India and the UK are expected to sign business deals exceeding GBP 1 billion (Rs 83,00 crore) during the three-day visit of British Prime Minister Theresa May, who is here on her first bilateral visit outside Europe since assuming office in July.
Describing her talks with Prime Minister Narendra Modi as good and productive, May said as leaders, they both were working to improve the livelihoods of their citizens creating jobs, developing skills, investing in infrastructure and supporting technologies of the future.
Talking about Modi's vision of smart cities, May said they have agreed on a new partnership that will bring together government, investors and experts to work together on urban development, unlocking opportunities worth GBP 2 billion for British businesses over the next five years.

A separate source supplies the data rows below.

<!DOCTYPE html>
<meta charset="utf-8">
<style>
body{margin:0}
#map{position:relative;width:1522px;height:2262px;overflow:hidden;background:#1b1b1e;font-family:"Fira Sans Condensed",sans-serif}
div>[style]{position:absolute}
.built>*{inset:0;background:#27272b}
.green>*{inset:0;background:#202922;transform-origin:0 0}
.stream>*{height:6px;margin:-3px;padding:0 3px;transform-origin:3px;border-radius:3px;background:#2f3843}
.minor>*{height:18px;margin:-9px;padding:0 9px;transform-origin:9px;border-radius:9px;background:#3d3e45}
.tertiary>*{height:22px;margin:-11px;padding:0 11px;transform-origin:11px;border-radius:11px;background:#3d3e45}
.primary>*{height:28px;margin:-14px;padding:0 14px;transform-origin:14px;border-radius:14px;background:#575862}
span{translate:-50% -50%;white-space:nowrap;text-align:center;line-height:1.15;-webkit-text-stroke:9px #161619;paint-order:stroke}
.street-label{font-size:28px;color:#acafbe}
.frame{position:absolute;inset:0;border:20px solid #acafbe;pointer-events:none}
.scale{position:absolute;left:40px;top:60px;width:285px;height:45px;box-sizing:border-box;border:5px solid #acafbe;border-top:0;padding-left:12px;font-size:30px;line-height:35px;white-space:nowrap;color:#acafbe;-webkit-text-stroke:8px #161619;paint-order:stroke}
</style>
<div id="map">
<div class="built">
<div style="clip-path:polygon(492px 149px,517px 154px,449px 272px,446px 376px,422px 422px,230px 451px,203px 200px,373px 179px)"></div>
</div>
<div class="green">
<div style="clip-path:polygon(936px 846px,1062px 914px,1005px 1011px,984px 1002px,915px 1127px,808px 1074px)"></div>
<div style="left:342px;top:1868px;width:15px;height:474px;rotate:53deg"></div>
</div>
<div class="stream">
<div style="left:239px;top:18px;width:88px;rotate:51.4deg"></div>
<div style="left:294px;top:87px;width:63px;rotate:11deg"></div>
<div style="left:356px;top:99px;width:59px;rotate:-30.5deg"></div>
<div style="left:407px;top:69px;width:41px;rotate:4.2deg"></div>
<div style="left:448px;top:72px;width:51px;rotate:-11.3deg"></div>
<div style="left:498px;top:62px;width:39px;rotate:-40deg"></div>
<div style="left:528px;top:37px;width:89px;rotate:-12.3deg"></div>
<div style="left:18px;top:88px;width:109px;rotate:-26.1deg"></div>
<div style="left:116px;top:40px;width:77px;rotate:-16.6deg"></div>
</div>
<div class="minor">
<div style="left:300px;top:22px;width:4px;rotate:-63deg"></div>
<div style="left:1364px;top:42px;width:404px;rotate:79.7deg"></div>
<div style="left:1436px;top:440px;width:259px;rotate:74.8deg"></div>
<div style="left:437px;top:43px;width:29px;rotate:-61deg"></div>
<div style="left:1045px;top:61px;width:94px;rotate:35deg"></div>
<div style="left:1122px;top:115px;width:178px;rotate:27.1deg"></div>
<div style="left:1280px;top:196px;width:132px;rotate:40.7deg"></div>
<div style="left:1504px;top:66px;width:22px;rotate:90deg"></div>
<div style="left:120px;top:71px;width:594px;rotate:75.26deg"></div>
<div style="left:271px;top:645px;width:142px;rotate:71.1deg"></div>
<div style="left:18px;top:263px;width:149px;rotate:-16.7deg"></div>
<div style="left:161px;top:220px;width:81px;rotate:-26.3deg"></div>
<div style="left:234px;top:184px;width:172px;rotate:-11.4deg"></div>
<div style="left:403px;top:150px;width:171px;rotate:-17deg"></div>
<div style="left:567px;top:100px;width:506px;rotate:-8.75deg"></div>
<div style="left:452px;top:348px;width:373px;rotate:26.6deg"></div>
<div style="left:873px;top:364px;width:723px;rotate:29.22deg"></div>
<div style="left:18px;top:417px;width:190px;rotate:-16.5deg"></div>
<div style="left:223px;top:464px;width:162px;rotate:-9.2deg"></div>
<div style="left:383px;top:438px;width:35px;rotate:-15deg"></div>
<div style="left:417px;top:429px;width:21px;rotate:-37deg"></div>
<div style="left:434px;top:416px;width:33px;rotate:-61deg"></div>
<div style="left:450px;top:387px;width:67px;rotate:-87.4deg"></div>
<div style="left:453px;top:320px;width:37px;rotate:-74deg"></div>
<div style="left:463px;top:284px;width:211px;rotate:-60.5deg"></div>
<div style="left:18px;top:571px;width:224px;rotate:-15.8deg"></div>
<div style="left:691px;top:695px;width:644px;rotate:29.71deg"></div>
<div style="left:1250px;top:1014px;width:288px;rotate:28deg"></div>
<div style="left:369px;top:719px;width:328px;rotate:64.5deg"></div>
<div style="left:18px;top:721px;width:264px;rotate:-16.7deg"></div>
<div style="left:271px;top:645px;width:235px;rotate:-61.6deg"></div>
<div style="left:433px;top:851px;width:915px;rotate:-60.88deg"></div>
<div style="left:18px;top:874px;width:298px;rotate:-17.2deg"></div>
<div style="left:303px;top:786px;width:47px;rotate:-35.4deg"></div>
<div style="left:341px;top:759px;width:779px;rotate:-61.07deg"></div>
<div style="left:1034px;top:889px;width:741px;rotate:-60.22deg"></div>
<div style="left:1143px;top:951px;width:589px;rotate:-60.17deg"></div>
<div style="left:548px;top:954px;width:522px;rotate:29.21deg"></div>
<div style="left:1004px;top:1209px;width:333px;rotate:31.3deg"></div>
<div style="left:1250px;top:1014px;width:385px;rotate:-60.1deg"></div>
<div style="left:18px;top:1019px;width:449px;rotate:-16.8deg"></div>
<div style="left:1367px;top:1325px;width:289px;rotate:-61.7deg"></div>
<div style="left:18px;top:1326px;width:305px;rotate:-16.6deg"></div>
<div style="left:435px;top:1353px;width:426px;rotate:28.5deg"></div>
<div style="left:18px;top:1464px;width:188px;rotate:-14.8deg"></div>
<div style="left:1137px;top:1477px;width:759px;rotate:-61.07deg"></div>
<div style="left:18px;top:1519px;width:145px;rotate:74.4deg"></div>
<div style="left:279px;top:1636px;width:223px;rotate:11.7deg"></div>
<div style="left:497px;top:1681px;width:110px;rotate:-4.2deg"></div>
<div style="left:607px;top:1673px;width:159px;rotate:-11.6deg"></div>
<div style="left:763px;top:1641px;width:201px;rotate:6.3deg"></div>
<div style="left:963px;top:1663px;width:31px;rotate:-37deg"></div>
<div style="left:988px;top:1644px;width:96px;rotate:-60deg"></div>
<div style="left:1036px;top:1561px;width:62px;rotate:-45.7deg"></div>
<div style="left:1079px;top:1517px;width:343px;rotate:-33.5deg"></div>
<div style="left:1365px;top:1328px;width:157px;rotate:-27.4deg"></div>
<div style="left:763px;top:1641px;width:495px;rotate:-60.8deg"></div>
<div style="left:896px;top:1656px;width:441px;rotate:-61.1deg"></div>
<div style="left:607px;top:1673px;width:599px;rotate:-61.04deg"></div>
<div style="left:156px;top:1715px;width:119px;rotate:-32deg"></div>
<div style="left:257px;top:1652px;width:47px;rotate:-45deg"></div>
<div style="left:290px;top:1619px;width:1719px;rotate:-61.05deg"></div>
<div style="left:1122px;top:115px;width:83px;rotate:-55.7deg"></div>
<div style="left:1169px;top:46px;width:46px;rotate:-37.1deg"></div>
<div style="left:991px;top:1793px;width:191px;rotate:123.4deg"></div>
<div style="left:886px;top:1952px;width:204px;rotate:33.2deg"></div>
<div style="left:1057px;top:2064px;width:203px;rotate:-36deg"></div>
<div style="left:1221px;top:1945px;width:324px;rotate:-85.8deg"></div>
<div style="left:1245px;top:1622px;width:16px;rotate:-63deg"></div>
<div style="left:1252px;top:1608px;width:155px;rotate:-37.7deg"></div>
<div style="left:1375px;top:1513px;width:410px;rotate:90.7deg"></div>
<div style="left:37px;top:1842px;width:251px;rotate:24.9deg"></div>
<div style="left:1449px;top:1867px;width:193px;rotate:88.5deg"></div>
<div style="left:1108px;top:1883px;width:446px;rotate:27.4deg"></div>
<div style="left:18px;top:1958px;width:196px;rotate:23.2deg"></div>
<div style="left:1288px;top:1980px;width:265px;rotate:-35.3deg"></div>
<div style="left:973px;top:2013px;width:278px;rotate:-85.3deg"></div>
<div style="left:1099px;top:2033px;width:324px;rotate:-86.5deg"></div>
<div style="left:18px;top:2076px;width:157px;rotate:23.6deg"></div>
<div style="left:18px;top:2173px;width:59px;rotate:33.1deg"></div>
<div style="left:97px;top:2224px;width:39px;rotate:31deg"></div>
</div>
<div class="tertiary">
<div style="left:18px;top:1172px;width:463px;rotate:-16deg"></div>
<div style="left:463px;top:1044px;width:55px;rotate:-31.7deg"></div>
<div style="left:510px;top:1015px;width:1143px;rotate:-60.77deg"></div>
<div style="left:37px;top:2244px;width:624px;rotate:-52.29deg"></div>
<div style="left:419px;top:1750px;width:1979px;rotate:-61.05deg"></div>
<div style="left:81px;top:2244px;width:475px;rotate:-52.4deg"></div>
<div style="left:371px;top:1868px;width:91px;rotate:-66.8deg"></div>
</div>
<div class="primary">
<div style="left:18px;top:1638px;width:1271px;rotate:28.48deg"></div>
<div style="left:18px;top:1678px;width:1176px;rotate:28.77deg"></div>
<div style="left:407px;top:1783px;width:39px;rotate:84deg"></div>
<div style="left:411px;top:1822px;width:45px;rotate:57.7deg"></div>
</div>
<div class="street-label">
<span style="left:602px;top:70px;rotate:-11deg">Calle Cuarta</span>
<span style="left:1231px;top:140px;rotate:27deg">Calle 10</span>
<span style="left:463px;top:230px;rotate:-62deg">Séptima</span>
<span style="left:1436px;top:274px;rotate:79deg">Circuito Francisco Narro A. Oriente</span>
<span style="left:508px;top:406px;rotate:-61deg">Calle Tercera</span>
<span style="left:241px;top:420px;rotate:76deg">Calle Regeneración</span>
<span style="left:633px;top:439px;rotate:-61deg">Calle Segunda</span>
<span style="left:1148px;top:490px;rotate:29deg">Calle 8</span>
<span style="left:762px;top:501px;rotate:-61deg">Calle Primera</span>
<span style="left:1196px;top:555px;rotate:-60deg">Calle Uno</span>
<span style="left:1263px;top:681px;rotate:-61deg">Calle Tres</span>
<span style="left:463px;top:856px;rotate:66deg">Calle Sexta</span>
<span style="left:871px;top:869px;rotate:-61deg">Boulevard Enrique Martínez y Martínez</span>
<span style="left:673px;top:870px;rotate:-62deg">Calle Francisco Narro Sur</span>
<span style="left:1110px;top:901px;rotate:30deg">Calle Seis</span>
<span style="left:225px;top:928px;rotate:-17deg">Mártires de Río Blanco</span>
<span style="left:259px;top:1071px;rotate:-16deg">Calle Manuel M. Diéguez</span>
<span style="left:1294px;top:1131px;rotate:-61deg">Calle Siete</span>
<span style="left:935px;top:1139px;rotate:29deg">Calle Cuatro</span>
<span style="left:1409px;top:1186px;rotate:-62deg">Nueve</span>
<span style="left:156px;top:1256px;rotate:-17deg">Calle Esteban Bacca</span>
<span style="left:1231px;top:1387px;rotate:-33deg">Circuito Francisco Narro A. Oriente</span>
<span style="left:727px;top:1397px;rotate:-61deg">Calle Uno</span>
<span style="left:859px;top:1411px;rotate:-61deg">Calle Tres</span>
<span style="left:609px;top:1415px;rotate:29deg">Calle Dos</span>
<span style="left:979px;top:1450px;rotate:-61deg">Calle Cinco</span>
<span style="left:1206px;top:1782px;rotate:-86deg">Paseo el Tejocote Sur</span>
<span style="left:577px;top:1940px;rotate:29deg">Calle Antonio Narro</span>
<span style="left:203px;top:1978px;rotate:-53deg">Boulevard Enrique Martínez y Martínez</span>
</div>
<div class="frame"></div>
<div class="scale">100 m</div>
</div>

This will focus on the dynamic state of Madhya Pradesh with plans for more smart cities than anywhere else and the historic city of Varanasi.
Four rupee-denominated bonds worth a total of 600 million pounds ($748 million) are expected to be listed in London in the next three months, Theresa May said.
The latest four bonds will provide financing to expand India's highway and rail networks and meet its plans to boost energy efficiency and renewable energy, the government said.
They will be issued by Indian government-backed corporates Indian Railway Finance Corporation, Indian Renewable Energy Development Agency, Energy Efficiency Services Limited, and National Highways Authority of India by the end of January 2017. May said since July, more than 900 million pounds rupee-denominated bonds have been issued in London, equivalent of more than 70 percent of the global offshore market.
"This government will continue to work closely with both India and our financial services sector to ensure our growing rupee bond market continues to help finance India's ambitious infrastructure investment plans," May said in a statement. These rupee-denominated or masala bonds as they are called, unveiled in 2015, are an opportunity for Indian firms to raise money, while giving international investors access to higher yields in a zero-yield world.
They are also a way to borrow overseas, they are also an attempt to make the tightly-controlled rupee more widely available in global markets, similar to the way in which China has moved to sell more yuan debt to overseas investors. Alongside this, the UK has agreed to invest GBP 120 million in a joint fund that will leverage private sector investment from the City of London to finance Indian infrastructure.